Des ajustements qui questionnent l’avenir
Cependant, cette stabilité est accompagnée de restrictions budgétaires significatives. Les subventions pour certains équipements, comme les chauffages au bois ou à la biomasse, seront réduites de 30 %, tandis que les avances pour les ménages modestes passeront de 70 % à 50 %. En outre, le budget total consacré à MaPrimeRénov’ diminue drastiquement, passant de 4 milliards d’euros en 2024 à seulement 2,3 milliards pour 2025.
Ces coupes budgétaires inquiètent. « La baisse des aides alourdit la charge financière pour les ménages les plus modestes et pourrait freiner le rythme des rénovations », estime Terry Tang, directeur général France de Clivet, fournisseur de systèmes CVC.
Une vision politique encore floue
Bien que le dispositif soit reconduit, les professionnels déplorent le manque de visibilité à moyen terme. En effet, cette prolongation ne garantit qu’une année de stabilité, laissant planer des incertitudes sur l’avenir du secteur au-delà de 2025. Et cette reconduite temporaire est perçue comme une réponse plus politique que stratégique. Terry Tang souligne : « Ce qui freine le plus notre industrie, ce n’est pas tant la baisse des subventions, mais l’instabilité politique. Les acteurs économiques ont besoin de règles du jeu claires et durables pour investir et s’organiser. »
À cela s’ajoute la crainte d’un ralentissement de la dynamique de rénovation énergétique en raison de ces incertitudes politiques. Si MaPrimeRénov' a permis de financer 240 000 rénovations en 2024, l’objectif annoncé de 350 000 pour 2025 semble ambitieux, voire irréaliste sans un cadre budgétaire solide. Or, pour assurer le succès de la transition énergétique, il sera indispensable de garantir un dispositif pérenne, qui réponde aux attentes des ménages et des acteurs du Bâtiment.
3 questions à : Terry Tang, directeur général de Clivet France
Si les mesures sont reconduites, on constate cependant quelques changements...
En effet, bien que les règles actuelles soient reconduites, des modifications entreront en vigueur.

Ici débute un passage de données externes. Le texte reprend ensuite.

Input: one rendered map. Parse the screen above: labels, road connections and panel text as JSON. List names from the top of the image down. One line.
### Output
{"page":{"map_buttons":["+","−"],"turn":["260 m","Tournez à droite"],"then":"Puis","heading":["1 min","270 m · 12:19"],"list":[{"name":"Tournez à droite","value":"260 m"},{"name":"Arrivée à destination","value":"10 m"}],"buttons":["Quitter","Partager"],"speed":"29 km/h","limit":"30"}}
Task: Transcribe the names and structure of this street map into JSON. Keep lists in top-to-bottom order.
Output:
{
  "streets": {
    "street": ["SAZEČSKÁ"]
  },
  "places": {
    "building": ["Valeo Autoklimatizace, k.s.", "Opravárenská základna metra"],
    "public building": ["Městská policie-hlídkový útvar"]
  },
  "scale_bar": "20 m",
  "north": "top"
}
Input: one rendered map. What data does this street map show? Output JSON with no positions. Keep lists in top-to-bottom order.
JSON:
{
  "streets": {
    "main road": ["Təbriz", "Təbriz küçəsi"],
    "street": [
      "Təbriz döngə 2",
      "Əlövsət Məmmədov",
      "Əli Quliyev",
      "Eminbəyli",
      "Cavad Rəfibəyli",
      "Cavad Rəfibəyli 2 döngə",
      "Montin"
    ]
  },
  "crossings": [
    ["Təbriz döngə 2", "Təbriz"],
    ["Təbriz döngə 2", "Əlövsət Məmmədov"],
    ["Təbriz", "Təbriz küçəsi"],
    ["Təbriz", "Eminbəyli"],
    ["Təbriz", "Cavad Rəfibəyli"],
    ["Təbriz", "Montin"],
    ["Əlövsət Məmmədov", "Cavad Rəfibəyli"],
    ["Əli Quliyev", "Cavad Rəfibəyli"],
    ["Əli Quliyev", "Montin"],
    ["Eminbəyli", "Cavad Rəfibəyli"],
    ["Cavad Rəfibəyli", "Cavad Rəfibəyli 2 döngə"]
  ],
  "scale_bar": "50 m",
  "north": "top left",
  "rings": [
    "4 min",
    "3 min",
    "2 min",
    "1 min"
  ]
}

Par exemple, les subventions pour certains équipements comme les chauffages au bois vont diminuer d’environ 30 %, et l’avance de fonds pour les ménages modestes passera de 70 % à 50 %. Pour autant, ces ajustements, bien que significatifs, ne devraient pas être rédhibitoires pour les ménages. Les professionnels ont les moyens de s’adapter et de continuer à accompagner leurs clients dans leurs projets.
Quelles sont vos principales inquiétudes concernant ce dispositif ?
Ce n’est pas tant la baisse des aides qui nous préoccupe, mais plutôt l’instabilité politique et le manque de visibilité. Par ailleurs, la stabilité salutaire des règles de MaPrimeRénov' en 2025 doit aussi s’accompagner d’une réelle simplification des parcours de travaux en faveur de la massification des rénovations d’ampleur des logements. Car le flou et la complexité des procédures impactent directement la dynamique de la transition énergétique et met en danger la pérennité de nombreuses entreprises.
Qu’attendez-vous maintenant ?
Nous espérons une stabilisation politique et une confirmation rapide du budget pour 2025. Ce serait un signal fort pour le secteur. Mais pour que cet effort collectif réussisse, il faut absolument un cadre clair et durable. Sans cela, la dynamique de la rénovation énergétique risque de s’essouffler, et ce serait une perte pour tout le monde.